キセル(煙管)
 おれが小学生だったころ、30年くらいまえのことだと思うんだけど、親戚のあいだで空前のキセルブームがあった。おれは子どもだったから、そんな様子を眺めていただけなのだけど、煙草呑みのおじさんおばさん若者たちが、みんなしていろんなキセルを試しては、あれこれ語り合っていた。みんなが集まるその親戚のうちに行くと、長いキセル、短いキセル、いろいろあった。
 キセル用の刻み煙草もあったけど、普通の紙巻き煙草を小さくハサミで切っては、キセルに装着して吸ってるひともいた。灰皿をのぞくと、ころころとした毛玉みたいなちいさなおだんごがいくつもころがってて、それはキセルの吸い殻だった。

 おれが初めてキセルを試してみたのは、いまから10年くらいまえかなあ、まんがの仕事で、川津弘臣に一晩手伝いに来てもらったとき。煙草は吸わないはずの川津なんだが、煙草のかわりに、キセルを始めてみたっつって、20センチくらいの時代劇に出てきそうなキセル持ってきたから、おれもちょっとそれを吸わせてもらったわけ。
 キセルってのは、普通の紙巻煙草にくらべて手間のかかるもののようで、火をつけるまえに、なんだかんだと管の掃除をしたりしてた。ひととおり、そんな面倒な作業が終わると、刻み煙草をまるめて雁首につめて、はいどうぞって、渡してくれた。はいどうもって受け取ったのはいいけれど、おれにしてみりゃ初めてのキセル、よくわからないままに、とりあえず吸い口をくちにくわえて、火皿にライターの火を近付けておそるおそる吸ってみる。煙りが出てきたと思ったら火が消えた。あれ、いまのはなんだったんだろうって不思議に思って川津をみると、はい、いまので一服だよっつって、川津のやつ、いそいそとキセルを片付けちゃった。えーっ、キセルって、こんなもんなのおっ?? そうだよこんなもんだよ。
 さんざん手間かけて、火をつけて、いっかい吸ったらそれでおしまい。たったそれだけ。キセルってすごい!!

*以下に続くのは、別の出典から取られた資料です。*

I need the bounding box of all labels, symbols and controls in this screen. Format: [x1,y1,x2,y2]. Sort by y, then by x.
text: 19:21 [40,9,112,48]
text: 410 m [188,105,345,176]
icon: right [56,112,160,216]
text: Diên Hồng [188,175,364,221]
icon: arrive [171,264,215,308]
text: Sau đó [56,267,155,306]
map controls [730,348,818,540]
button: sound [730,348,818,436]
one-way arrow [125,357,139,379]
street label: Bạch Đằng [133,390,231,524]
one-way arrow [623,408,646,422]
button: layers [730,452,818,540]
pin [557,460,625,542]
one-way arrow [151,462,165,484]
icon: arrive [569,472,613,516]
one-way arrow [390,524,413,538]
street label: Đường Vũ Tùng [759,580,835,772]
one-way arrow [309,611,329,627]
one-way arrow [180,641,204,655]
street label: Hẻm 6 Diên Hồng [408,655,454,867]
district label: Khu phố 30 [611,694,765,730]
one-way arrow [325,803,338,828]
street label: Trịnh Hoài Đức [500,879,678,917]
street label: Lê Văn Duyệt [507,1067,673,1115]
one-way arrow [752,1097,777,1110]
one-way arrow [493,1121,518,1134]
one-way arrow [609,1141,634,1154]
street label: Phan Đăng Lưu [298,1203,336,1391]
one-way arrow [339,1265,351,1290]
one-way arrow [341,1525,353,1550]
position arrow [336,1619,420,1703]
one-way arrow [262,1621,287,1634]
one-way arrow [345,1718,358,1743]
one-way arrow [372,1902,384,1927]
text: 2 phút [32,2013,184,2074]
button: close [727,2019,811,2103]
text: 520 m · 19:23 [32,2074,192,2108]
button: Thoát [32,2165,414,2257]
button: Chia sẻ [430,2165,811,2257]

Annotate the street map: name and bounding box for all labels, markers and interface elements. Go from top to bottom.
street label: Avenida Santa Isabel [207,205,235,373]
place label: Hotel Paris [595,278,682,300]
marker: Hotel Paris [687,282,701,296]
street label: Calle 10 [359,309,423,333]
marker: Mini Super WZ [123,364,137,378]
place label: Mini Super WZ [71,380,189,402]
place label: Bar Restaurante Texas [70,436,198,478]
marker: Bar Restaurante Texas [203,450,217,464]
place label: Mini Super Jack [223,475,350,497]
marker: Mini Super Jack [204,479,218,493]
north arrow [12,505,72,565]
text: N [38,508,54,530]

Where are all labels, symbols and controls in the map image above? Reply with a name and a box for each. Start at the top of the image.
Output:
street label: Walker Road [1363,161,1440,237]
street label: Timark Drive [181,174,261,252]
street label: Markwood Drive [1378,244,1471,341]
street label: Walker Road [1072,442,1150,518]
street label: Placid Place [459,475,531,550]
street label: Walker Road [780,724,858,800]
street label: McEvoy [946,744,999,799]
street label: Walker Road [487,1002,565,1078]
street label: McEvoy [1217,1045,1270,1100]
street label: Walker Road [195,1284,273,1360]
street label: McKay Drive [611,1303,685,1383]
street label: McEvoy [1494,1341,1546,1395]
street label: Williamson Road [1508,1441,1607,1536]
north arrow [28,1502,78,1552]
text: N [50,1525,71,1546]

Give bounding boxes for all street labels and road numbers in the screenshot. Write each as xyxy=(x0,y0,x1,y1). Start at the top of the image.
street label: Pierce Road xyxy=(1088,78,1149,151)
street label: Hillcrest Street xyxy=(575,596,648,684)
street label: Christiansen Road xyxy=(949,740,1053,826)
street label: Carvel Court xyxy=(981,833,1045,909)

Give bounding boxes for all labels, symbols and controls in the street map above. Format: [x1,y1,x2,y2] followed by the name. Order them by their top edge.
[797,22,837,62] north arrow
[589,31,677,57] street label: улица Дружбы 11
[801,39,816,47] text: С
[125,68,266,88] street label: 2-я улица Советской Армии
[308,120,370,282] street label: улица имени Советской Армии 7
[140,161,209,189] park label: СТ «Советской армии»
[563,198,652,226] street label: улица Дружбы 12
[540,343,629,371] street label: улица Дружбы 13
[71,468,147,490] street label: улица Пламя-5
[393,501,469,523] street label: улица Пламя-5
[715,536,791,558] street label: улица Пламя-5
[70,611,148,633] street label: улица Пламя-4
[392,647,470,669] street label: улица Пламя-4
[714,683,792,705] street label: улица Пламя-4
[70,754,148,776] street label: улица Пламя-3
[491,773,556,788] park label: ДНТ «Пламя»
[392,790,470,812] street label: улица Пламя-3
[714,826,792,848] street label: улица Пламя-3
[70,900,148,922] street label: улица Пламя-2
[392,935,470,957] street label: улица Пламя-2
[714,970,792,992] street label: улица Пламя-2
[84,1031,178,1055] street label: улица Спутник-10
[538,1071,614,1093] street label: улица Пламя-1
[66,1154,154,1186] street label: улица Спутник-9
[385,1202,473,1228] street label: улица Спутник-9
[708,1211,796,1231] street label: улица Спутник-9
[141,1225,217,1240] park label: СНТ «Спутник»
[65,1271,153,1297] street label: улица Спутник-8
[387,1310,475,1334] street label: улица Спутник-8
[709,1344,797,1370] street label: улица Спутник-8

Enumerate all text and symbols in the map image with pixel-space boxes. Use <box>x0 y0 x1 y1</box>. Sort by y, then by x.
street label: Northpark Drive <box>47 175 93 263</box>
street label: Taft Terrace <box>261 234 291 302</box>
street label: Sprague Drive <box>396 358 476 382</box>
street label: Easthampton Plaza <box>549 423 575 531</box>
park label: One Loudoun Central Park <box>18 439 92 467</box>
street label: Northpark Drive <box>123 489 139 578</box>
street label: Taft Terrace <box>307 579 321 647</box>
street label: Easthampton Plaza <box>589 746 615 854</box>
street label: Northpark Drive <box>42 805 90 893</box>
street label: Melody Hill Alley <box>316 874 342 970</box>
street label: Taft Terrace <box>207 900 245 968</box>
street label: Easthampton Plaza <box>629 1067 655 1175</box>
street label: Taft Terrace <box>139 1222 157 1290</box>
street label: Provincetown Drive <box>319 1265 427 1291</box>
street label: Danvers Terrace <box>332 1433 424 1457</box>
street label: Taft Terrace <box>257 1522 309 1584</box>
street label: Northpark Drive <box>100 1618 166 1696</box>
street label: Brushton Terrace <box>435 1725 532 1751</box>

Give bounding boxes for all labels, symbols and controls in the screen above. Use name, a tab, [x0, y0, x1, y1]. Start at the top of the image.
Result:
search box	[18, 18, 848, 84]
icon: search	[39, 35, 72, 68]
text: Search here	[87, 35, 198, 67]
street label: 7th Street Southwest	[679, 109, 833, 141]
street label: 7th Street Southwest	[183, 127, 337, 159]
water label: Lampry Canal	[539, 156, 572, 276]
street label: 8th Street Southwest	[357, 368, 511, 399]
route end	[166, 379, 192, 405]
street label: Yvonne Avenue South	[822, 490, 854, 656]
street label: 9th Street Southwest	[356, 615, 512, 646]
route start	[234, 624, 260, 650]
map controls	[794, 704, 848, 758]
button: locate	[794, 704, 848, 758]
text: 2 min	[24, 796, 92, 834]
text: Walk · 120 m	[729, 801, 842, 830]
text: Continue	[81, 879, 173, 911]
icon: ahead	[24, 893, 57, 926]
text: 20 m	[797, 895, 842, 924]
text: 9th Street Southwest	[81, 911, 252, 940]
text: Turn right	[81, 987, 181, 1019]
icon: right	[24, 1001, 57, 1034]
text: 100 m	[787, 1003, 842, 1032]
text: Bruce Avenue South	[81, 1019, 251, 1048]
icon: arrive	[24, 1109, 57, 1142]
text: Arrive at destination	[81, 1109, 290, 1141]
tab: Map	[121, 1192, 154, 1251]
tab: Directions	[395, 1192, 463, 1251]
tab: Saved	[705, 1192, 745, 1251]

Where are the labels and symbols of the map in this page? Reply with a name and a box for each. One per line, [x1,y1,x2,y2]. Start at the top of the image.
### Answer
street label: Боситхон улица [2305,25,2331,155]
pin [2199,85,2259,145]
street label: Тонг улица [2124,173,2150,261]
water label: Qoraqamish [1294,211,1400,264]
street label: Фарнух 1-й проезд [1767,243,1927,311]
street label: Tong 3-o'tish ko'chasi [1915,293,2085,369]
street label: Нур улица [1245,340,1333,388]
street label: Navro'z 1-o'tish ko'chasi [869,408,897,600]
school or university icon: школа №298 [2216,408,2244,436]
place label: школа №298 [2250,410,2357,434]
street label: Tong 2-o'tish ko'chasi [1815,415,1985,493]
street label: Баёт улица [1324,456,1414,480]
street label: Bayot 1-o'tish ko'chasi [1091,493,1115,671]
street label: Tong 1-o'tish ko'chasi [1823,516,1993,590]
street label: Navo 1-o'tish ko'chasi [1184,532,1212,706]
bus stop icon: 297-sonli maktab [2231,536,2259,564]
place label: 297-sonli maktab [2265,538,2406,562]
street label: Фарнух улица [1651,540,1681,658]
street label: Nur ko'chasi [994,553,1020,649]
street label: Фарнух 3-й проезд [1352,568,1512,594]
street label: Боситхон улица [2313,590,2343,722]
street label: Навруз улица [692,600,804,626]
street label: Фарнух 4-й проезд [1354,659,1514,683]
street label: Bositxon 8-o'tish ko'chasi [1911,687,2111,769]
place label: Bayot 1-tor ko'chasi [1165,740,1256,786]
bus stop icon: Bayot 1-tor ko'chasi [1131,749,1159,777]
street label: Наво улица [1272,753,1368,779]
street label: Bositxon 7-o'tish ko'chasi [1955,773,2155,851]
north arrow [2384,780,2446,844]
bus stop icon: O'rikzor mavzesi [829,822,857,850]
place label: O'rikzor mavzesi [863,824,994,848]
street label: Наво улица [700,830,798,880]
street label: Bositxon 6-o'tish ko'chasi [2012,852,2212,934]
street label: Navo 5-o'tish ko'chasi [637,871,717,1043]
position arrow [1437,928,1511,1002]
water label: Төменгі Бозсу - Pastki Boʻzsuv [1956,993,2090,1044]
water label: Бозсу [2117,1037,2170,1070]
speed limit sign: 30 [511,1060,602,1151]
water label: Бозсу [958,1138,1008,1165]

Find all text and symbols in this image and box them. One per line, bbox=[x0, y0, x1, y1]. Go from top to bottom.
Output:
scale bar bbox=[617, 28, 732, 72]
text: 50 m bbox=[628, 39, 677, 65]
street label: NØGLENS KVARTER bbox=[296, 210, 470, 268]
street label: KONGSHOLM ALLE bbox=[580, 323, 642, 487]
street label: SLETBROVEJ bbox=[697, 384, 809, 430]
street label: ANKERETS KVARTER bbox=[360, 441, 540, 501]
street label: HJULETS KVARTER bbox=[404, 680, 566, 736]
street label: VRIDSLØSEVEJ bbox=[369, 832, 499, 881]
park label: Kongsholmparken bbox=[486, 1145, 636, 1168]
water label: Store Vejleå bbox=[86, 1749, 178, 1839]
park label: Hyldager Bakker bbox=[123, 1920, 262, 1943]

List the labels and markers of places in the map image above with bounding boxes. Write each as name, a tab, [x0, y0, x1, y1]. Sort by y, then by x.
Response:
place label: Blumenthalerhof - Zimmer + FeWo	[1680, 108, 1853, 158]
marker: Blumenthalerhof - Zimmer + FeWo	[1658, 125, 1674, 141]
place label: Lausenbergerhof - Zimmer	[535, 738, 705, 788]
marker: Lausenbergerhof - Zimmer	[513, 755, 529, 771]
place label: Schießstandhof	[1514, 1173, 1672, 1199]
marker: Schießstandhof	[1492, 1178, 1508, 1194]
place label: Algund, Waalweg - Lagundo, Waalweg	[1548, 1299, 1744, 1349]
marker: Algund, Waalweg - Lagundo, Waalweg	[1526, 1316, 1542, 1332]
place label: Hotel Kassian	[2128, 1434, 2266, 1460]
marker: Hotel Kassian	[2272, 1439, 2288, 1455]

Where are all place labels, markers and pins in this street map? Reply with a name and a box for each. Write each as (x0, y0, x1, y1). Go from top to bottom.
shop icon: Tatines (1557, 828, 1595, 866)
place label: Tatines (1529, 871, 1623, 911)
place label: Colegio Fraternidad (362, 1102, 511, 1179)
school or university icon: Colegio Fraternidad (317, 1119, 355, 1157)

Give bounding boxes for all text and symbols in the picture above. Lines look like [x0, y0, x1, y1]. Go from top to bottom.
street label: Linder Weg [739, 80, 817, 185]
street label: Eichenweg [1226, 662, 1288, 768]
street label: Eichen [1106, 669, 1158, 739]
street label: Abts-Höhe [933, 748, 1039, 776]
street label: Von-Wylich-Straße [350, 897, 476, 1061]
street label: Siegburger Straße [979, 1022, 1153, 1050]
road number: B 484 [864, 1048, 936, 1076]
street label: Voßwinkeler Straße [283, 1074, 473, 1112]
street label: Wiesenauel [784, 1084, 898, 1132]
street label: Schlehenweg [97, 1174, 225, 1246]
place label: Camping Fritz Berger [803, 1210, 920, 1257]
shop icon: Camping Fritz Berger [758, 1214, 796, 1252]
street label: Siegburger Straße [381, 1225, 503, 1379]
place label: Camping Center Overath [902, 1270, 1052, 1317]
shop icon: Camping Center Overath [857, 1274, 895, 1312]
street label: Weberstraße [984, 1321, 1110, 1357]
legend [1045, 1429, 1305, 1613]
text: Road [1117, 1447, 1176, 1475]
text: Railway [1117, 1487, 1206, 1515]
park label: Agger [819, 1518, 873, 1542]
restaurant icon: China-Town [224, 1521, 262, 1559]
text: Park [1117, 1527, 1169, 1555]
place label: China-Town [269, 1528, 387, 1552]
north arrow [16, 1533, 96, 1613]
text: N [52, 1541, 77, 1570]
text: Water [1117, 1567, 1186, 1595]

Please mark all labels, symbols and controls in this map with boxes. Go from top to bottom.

 キセルについてのおれの思い出ってのは、まあそれくらいのものなんだけど、最近になって、またあらためてキセルが吸いたくなってきた。
 その理由はいろいろある。いろいろの理由のひとつひとつをここで文章にしようと思ったんだけど、いろいろの理由が複雑にからみ合っているので、文章力のないおれには説明がむずかしい。世の中とか時代とかじぶんとか、そういういろいろの理由を総合的に考察し、導き出された結論として、これからは紙巻き煙草よりも、キセルのほうが楽しいかも知れないっていう気がしてきたのだ。
 くにたちの煙草専門店サンモークで、ちいさな今様煙管の「小粋」っていうのと、これまた「小粋」という名の刻み煙草を買ってきた。どっちの名前もなぜか「小粋」だ。キセルの「小粋」は、ちいさくてオール金属製で分解できるキセル。いわゆる時代劇っぽい大きなキセルだと、喫茶店などでかなり目を引きそうだし、和服でも着てれば似合いそうだが、現代人の日常生活のなかで、その大きな存在感を持て余してしまいそうな気もするので、まずはちいさいもので試してみようと思ってこれにした。オール金属製だから、気を使わず、水で洗えそうなところもいい。
 刻み煙草の「小粋」ってのは、キセル用の煙草で、現在これしか製造されてないらしい。キセル用の刻みってのは、とにかく刻みが細かい。ギュッと箱につめてあるけど、つまんで出すとフワフワになる。面白い。
 味はどうか。10年まえ、川津にもらった一服は、あまりに唐突で味まではよくわからなかったのだが、あらためて一服ふかしてみると、じつに美味い。煙草の味について詳しくないのだが、一時期ジタンというフランス煙草が気に入ってたことがある。じつに煙草らしい香りで好きだったのだが、それに近い印象を受けた。ここ数年、軽い煙草ばかり吸ってたからすっかり忘れていた煙草のうま味を再発見したというかんじ。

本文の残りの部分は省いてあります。